Work to complete
The lines to copy from the listing below are those that contain the string "content".

Dataset extract
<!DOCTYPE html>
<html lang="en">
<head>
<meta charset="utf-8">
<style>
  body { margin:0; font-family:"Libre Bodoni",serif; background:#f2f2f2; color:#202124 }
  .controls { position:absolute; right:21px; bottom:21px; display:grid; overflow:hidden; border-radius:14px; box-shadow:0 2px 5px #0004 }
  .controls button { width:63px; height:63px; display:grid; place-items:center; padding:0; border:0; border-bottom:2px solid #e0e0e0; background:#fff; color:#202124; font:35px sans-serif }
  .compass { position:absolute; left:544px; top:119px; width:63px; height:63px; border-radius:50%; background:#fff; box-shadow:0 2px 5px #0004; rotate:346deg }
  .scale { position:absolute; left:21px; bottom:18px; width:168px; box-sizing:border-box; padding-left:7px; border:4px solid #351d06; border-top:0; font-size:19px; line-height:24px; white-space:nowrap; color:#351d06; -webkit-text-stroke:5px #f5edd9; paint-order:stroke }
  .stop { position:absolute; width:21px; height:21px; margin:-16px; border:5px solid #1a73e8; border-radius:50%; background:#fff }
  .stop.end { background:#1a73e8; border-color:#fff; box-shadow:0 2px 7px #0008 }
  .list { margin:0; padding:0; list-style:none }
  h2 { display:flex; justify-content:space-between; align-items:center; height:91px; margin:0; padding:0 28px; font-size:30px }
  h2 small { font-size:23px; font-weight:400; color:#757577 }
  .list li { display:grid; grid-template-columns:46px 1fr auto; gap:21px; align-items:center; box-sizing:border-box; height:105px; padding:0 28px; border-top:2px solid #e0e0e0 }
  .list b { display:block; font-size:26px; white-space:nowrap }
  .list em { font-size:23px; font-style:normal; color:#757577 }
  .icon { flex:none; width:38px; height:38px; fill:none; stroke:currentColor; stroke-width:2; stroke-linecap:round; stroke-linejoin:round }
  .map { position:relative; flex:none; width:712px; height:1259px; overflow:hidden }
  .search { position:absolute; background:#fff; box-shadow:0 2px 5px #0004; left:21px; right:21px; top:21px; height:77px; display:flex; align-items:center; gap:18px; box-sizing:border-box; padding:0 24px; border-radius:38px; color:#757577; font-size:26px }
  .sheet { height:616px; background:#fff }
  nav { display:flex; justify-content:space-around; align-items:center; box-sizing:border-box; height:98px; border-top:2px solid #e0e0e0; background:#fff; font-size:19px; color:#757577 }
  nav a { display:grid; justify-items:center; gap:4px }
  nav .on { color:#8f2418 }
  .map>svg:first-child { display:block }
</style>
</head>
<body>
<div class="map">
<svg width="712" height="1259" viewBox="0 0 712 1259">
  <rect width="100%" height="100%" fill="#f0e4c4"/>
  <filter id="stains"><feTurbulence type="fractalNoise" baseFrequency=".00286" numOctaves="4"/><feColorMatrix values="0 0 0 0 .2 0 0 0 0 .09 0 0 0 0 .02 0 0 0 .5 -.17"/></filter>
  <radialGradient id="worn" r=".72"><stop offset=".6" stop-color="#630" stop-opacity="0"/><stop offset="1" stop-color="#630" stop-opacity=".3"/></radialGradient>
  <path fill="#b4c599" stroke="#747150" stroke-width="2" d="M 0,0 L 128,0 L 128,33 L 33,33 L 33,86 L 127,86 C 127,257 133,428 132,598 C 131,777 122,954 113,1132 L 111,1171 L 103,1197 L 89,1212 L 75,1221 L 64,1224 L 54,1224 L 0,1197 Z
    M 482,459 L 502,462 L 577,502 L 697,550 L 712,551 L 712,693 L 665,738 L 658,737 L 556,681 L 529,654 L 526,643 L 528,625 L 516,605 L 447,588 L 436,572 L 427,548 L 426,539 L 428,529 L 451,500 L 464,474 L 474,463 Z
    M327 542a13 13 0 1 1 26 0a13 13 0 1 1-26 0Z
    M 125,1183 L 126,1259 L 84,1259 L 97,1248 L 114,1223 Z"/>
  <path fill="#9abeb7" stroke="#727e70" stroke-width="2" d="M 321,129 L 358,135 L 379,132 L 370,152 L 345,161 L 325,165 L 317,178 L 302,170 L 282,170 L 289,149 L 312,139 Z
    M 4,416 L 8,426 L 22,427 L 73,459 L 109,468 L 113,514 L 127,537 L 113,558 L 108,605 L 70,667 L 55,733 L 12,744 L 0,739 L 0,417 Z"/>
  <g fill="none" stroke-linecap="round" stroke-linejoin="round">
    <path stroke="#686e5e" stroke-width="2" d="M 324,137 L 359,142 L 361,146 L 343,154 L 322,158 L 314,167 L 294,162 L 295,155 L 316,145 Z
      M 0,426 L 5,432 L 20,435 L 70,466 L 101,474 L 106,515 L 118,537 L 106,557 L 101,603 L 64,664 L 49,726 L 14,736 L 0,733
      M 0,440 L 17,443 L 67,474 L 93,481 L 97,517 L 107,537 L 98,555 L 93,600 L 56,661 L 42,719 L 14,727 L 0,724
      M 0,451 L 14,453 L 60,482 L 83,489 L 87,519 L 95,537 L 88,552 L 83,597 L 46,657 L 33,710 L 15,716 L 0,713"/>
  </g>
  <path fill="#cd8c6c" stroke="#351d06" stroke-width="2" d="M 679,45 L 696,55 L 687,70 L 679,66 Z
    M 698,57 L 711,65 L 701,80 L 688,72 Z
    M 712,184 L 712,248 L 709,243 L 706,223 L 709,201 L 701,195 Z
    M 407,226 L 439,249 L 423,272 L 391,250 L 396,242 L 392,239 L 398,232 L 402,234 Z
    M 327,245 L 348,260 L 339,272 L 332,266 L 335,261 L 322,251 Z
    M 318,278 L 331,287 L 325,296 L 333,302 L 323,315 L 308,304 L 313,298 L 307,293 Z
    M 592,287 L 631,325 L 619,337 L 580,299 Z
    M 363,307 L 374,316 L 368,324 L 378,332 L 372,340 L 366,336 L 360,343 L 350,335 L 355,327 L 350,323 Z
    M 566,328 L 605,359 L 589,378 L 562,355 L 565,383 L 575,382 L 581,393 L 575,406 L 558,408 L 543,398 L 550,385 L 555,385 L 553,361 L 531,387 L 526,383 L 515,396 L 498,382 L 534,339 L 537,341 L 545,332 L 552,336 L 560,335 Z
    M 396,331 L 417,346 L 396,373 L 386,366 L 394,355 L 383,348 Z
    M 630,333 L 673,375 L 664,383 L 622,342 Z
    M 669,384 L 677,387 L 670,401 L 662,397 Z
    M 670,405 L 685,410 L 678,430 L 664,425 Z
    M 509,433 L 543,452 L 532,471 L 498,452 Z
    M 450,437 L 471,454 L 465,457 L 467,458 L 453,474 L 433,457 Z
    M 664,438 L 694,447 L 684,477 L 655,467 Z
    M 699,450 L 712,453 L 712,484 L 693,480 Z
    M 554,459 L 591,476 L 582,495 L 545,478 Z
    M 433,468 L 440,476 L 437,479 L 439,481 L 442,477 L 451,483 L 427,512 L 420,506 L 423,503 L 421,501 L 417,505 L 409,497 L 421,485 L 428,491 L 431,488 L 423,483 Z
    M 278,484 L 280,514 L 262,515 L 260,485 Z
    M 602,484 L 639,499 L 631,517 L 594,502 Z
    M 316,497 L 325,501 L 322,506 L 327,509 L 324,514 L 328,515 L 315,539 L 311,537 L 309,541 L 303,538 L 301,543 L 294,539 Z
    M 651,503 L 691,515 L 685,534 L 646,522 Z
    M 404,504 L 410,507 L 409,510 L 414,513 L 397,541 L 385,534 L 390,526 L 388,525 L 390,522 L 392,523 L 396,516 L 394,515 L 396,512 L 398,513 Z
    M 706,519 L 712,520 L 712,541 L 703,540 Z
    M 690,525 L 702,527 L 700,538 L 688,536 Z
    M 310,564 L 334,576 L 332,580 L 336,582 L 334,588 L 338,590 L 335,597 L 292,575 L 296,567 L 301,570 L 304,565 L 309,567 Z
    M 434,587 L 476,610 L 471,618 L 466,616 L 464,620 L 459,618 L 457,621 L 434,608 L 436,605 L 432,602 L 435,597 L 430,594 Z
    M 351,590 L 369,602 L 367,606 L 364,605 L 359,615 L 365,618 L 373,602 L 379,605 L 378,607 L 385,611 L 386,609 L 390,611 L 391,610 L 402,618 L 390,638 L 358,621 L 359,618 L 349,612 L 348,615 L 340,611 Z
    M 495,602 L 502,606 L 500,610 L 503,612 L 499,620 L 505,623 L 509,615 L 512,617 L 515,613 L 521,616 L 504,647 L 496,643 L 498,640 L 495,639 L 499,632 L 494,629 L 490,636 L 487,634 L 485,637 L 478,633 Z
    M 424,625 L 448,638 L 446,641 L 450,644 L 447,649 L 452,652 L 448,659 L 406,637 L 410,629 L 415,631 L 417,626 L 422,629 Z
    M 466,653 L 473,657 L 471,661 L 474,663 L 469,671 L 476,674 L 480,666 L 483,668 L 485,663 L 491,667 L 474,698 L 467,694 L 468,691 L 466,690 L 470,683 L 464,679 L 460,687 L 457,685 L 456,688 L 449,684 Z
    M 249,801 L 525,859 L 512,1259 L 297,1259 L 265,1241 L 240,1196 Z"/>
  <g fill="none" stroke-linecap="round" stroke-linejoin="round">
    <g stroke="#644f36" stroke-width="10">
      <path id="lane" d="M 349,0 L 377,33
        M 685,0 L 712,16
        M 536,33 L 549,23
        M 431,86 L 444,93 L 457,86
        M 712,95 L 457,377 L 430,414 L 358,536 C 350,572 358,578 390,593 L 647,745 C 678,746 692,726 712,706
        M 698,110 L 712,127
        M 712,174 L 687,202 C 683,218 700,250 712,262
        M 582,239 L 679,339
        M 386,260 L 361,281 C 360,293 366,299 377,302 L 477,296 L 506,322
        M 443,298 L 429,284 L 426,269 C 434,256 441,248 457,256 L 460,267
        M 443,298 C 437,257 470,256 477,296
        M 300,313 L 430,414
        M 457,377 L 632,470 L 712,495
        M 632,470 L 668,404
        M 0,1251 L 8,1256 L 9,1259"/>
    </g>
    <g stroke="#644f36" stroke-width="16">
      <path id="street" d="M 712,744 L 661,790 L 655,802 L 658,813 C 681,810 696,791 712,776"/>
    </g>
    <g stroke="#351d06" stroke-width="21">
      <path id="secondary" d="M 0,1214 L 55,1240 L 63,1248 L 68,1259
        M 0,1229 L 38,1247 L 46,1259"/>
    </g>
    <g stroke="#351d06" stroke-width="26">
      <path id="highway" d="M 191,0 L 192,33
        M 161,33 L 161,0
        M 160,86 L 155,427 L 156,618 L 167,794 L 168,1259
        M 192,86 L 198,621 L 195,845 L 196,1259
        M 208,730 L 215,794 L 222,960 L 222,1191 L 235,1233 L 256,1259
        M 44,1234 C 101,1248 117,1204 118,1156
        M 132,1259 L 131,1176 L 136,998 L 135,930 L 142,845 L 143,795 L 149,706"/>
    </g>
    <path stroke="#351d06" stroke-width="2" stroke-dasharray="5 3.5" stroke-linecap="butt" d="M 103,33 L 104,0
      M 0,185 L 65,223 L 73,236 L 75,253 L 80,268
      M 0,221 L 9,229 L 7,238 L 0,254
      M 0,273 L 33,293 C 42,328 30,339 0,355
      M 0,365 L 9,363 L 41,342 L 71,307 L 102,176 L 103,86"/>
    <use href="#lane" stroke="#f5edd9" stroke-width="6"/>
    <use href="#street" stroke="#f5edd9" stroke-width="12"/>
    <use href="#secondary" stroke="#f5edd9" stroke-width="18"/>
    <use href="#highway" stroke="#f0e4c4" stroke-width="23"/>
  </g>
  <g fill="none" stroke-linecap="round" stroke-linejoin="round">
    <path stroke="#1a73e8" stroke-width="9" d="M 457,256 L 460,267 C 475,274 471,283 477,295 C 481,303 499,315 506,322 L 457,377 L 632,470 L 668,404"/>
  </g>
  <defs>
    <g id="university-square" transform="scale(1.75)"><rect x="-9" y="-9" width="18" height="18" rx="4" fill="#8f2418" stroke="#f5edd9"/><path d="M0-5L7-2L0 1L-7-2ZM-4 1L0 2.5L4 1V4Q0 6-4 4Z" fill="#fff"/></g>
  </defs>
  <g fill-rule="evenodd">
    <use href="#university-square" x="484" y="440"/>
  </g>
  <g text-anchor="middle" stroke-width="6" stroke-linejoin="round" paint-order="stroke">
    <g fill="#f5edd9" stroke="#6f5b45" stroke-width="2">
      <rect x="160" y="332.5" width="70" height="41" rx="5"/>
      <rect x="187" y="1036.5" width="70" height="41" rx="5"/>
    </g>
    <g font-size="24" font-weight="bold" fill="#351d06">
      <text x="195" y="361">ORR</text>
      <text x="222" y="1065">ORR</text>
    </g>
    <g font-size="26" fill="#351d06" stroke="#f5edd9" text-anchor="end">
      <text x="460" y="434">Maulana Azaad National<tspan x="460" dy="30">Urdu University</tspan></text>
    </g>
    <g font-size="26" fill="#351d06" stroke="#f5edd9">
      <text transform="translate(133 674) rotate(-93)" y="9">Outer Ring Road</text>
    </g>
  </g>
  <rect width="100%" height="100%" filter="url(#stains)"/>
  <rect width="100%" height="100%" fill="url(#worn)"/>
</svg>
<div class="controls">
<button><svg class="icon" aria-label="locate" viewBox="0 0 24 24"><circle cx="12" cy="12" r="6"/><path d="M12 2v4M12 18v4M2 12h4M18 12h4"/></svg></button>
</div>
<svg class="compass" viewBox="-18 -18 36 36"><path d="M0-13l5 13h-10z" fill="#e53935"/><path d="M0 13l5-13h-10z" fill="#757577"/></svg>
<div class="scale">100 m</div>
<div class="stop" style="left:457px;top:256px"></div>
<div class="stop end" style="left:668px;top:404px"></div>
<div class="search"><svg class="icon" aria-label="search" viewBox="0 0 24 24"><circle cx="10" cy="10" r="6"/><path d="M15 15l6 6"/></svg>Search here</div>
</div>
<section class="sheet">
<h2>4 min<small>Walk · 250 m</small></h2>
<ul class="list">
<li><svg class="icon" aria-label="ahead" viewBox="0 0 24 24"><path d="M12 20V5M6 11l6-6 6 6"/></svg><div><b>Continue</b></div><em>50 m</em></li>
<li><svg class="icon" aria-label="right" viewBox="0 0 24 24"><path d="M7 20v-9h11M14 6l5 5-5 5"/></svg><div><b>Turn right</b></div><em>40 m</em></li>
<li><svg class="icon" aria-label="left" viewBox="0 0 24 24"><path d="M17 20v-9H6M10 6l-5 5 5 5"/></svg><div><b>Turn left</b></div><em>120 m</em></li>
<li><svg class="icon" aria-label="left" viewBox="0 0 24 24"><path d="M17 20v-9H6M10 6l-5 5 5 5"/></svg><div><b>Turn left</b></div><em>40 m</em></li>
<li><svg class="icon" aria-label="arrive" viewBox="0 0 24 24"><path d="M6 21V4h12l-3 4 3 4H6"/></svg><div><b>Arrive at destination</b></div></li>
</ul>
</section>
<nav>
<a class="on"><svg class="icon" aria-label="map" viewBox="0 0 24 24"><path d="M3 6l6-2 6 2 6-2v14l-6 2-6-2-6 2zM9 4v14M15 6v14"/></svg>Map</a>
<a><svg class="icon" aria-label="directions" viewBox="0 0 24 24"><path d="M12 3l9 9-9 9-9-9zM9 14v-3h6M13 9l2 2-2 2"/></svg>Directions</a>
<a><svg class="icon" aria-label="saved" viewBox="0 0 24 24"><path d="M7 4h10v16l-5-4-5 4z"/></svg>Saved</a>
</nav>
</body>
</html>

Written solution
  h2 { display:flex; justify-content:space-between; align-items:center; height:91px; margin:0; padding:0 28px; font-size:30px }
  nav { display:flex; justify-content:space-around; align-items:center; box-sizing:border-box; height:98px; border-top:2px solid #e0e0e0; background:#fff; font-size:19px; color:#757577 }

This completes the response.